• EXERCISE
Only lines holding the word "Input" are wanted from the records; copy all of them.

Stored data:
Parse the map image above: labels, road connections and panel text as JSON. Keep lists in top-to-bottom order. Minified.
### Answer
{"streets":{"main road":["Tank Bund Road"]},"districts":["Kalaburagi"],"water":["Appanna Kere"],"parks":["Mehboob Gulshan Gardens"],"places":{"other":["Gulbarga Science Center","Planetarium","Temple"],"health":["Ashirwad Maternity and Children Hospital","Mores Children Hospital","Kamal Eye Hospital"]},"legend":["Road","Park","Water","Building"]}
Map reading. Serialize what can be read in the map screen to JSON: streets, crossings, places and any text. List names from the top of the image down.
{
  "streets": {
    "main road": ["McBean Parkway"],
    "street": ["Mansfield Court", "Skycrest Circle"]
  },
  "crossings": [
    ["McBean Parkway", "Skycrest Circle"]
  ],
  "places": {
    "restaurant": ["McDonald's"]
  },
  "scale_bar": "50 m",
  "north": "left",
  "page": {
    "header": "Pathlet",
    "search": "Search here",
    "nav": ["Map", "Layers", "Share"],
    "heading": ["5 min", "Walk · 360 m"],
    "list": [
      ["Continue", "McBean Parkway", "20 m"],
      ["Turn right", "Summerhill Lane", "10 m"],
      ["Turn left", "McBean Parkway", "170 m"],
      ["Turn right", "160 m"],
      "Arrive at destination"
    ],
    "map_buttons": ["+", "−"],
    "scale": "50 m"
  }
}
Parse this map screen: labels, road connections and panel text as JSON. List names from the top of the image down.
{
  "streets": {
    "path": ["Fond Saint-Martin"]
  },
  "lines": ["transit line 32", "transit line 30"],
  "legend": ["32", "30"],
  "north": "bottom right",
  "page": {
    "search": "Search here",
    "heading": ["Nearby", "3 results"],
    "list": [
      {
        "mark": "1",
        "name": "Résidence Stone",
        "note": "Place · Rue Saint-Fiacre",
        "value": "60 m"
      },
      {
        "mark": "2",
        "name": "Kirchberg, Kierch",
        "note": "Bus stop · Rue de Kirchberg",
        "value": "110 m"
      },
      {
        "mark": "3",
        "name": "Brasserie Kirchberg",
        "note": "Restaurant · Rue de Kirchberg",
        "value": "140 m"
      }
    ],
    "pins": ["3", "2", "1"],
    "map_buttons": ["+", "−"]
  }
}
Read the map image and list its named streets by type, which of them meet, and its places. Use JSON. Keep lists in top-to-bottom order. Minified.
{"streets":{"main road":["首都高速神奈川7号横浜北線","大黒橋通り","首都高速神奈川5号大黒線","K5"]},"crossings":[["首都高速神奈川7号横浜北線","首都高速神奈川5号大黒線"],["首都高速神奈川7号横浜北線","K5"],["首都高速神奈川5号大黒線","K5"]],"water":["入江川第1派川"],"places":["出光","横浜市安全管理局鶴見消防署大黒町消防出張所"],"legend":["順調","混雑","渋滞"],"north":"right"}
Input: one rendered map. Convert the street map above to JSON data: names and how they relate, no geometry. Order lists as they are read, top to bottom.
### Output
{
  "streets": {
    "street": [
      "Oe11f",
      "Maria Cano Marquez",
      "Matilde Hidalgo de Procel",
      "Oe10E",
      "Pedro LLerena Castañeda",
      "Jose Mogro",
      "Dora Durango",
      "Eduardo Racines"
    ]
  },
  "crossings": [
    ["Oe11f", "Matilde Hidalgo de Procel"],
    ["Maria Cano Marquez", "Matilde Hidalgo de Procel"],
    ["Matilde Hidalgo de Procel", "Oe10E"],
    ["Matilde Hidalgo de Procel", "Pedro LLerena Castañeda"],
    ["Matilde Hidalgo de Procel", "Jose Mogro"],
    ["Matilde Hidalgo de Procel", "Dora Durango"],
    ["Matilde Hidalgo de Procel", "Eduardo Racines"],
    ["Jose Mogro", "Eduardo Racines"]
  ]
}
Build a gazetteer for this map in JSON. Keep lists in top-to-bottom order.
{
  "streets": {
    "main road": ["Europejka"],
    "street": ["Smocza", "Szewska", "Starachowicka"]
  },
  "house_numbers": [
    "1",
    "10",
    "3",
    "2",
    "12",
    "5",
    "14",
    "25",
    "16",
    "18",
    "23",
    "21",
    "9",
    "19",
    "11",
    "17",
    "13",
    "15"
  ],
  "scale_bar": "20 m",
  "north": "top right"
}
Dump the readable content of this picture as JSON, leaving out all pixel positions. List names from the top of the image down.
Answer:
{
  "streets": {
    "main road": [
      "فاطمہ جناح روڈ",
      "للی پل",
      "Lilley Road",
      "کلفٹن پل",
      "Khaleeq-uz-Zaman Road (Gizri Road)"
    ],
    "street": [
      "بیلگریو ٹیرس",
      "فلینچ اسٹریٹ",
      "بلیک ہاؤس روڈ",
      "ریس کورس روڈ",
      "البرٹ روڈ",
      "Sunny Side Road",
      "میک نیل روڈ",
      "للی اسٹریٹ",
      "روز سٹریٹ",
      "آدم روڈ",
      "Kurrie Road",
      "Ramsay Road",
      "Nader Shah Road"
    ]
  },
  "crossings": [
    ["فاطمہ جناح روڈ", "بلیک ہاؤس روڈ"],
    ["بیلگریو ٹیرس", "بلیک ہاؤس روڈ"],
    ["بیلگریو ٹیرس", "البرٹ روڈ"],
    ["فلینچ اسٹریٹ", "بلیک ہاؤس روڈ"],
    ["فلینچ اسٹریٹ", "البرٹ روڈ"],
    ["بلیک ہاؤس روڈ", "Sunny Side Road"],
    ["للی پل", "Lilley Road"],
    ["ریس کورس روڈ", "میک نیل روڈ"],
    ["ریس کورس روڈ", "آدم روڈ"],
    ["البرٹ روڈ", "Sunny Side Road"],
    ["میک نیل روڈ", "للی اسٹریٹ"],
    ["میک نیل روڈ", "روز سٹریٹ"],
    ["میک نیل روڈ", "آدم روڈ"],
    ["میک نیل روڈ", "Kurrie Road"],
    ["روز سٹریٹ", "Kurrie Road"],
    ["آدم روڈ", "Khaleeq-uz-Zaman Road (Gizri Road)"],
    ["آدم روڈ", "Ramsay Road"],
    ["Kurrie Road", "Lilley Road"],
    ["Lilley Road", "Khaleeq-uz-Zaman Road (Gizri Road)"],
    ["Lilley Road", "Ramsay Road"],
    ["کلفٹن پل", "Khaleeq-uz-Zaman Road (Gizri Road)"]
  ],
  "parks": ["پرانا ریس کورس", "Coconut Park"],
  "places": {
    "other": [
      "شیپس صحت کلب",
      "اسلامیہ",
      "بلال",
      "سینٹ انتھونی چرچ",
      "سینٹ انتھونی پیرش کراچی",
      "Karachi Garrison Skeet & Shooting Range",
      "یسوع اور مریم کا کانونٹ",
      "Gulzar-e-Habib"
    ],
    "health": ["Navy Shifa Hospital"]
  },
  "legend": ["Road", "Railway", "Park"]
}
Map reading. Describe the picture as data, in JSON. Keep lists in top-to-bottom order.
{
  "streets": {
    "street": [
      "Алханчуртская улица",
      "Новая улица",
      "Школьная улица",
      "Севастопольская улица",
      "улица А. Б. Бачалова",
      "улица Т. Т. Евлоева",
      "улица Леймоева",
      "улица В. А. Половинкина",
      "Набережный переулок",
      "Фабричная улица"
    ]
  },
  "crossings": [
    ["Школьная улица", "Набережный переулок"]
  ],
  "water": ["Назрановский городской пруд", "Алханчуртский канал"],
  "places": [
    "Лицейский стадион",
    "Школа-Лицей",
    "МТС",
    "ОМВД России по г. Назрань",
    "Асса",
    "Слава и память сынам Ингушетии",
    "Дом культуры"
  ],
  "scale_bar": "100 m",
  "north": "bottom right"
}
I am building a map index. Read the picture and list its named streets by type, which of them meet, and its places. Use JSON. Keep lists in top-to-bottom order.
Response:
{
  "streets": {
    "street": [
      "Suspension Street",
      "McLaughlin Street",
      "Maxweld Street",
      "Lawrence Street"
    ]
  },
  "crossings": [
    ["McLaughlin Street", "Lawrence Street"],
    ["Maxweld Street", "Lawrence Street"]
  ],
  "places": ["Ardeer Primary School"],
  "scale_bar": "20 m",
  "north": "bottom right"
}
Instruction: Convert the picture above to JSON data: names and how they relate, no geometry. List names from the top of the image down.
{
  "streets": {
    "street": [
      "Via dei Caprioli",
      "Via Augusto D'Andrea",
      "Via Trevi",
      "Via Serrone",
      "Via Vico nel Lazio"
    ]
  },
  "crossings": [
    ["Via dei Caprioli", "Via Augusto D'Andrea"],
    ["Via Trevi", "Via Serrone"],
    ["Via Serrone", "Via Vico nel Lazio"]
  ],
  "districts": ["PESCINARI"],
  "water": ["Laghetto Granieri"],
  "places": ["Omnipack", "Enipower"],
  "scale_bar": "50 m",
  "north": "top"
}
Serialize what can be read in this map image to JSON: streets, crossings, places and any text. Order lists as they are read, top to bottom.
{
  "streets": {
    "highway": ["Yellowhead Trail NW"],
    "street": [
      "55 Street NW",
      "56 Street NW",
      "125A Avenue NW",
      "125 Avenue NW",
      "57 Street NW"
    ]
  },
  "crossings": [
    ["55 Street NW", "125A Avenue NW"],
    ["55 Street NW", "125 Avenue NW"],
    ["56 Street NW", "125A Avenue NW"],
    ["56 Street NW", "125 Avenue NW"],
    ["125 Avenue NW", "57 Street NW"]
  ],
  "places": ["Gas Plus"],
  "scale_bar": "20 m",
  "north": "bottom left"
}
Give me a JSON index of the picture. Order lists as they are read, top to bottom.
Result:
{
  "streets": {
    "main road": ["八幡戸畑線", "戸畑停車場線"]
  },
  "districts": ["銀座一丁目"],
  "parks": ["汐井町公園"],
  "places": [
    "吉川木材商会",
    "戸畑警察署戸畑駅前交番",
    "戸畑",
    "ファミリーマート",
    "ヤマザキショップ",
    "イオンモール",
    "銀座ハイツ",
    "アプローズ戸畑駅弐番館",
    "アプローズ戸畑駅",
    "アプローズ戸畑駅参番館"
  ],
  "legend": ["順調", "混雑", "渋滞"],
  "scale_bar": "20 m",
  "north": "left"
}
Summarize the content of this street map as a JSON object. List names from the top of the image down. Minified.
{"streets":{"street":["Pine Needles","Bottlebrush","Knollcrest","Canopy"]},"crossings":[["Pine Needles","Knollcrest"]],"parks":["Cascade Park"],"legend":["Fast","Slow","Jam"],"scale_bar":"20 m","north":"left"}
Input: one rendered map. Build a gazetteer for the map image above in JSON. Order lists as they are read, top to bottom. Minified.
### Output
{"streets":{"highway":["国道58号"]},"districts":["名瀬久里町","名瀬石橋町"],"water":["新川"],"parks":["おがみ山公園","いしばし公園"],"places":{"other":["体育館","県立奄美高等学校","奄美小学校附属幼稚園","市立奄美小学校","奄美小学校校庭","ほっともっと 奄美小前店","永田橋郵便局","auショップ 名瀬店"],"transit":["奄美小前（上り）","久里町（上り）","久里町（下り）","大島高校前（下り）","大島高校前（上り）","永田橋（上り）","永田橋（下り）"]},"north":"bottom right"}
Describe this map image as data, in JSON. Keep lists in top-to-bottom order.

• RESULT
Input: one rendered map. Convert the street map above to JSON data: names and how they relate, no geometry. Order lists as they are read, top to bottom.
Input: one rendered map. Build a gazetteer for the map image above in JSON. Order lists as they are read, top to bottom. Minified.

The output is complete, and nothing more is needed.